MatrixDenseGeneralComplex tdata = new MatrixDenseGeneralComplex(N,M);  // 変換データ領域.
DftDouble dft = new DftDouble(odata,tdata);
for(int i=1;i<=N;++i)
{
    for(int j=1;j<=M;++j)
    {
        odata[i,j] = .... // 元データ値の設定
    }
}
dft.ComputeForward();     // フーリェ変換(odata→tdata)
for(int i=1;i<=N;++i)
{
    for(int j=1;j<=M;++j)
    {
        tdata[i,j] ....   // 変換データ(DFT)値にアクセス
    }
}

_Array (ベクトルと行列の基底)クラスについて

全てのベクトルと行列は _Array クラスを継承しています。 行列はイメージ的には2次元ですが、最終的には _Array クラスが管理する一次元配列で管理されます。 例えば A を密一般行列(サイズは M x N)、Array を _Array クラスが管理する一次元配列(配列サイズは M x N になります)とすると 要素 A[i,j] は Array[M*(j-1)+i] の位置に格納されます。

注意事項:

_Array は要素を並べ替える sort() メソッドが実装されています。従って _Array を継承するベクトルなどで利用可能です。 ただし、複素数配列の sort() はサポートされません。 密なベクトル以外でも並べ替えは可能ですが、「配列」の意味を理解していないと、期待した結果は得られません。

※疎な行列では最初の代入で、代入された行列要素の領域が、_Array 上に確保されます(配列サイズは動的に増加します)。

各種の行列のメモリー管理についての詳細は Mkl のマニュアル等を参照してください。

ベクトルと行列のインデックス

Mkl や既存の数値計算ライブラリーは FORTRAN で記述されたものが沢山あります。 FORTRAN と C や C# との大きな違いに配列の開始インデックスがあります。 つまり、FORTRAN では配列のインデックスは 1 からですが C や C# では 0 から開始します。 また、数値解析の文献も多くの場合 1 から開始するインデックスで記述されています。 Mol ではIndexBase(スタティックなプロパティです)を適切に設定することで、この違いを吸収しています。 デフォルトでは_Array.IndexBase = INDEX_BASE.ONEとなっているので任意の行列を A とすると A[1,1] が先頭になります(FORTRANと同じです)。 _Array.IndexBase = INDEX_BASE.ZEROとすれば A[0,0] が先頭になります。 _Array.IndexBase は任意の時点で切り替えることが可能ですが、途中で切り替えるような使用方法は間違いのもとになります。

四則演算について

スカラー(double や Complex)、行列それにベクトル間で自由に掛け算などの四則演算が可能であることは既に記述しています。 ベクトルや行列では割り算などで制限があるのは当然ですが、基本的に演算子(+ - * /)が自由に使用できます。 これによってプログラムはすっきりと簡単になります。ただし、四則演算子を多用すると作業変数(作業用のベクトルや行列)が多く作成されるので注意が必要です。 特に行列のサイズが大きい場合はメモリー領域を圧迫することになります。

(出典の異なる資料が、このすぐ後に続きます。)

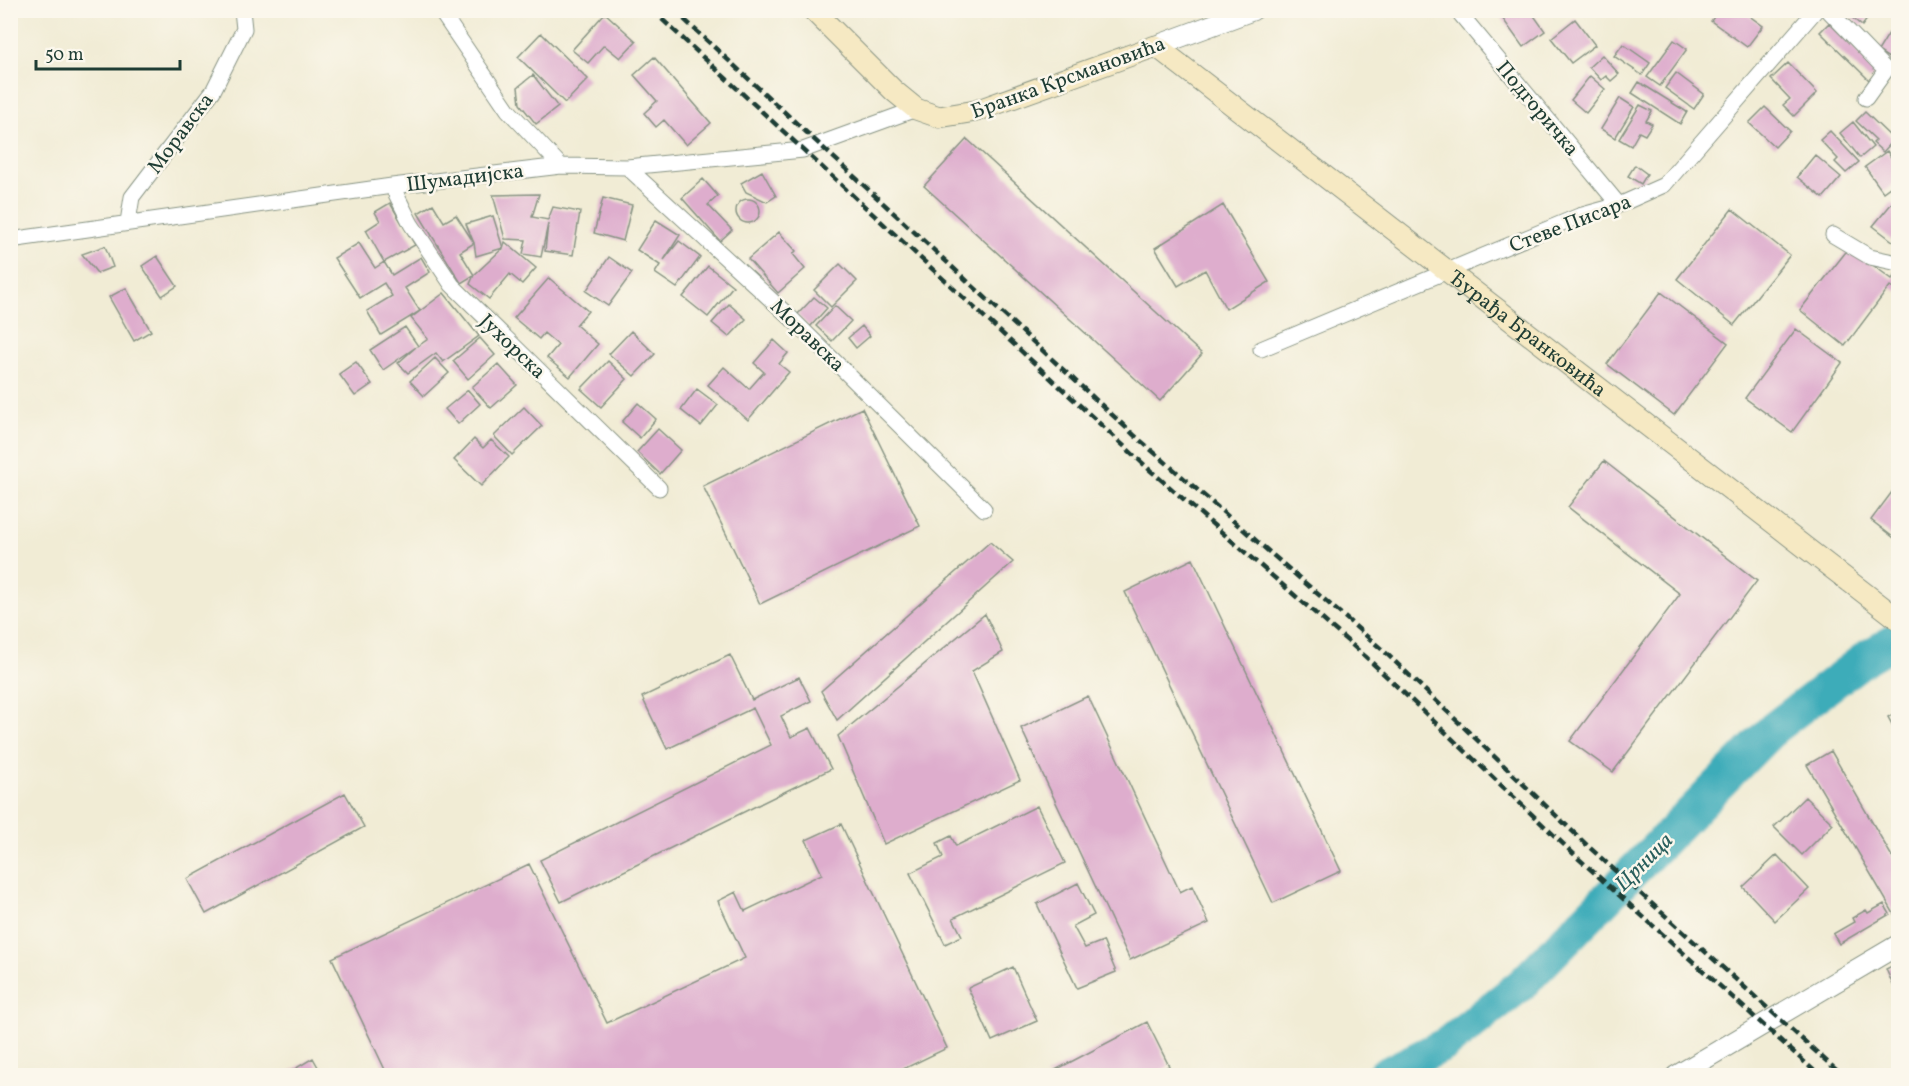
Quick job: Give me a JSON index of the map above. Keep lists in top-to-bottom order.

例えば C = alpha*A + beta*B (A,Bは任意の行列、alpha と beta はスカラー)では

 コピー イメージコードをコピー
W1 = alpha*A; // 作業行列1(W1) が新規に作成されます。
W2 = beta*B;  // 作業行列2(W2) が新規に作成されます。
C  = W1 + W2;

のように2つの作業行列(W1とW2)が目に見えない形で作成されます。A や B が大きなサイズの行列の場合、思わぬメモリー不足状態にならないように注意してください。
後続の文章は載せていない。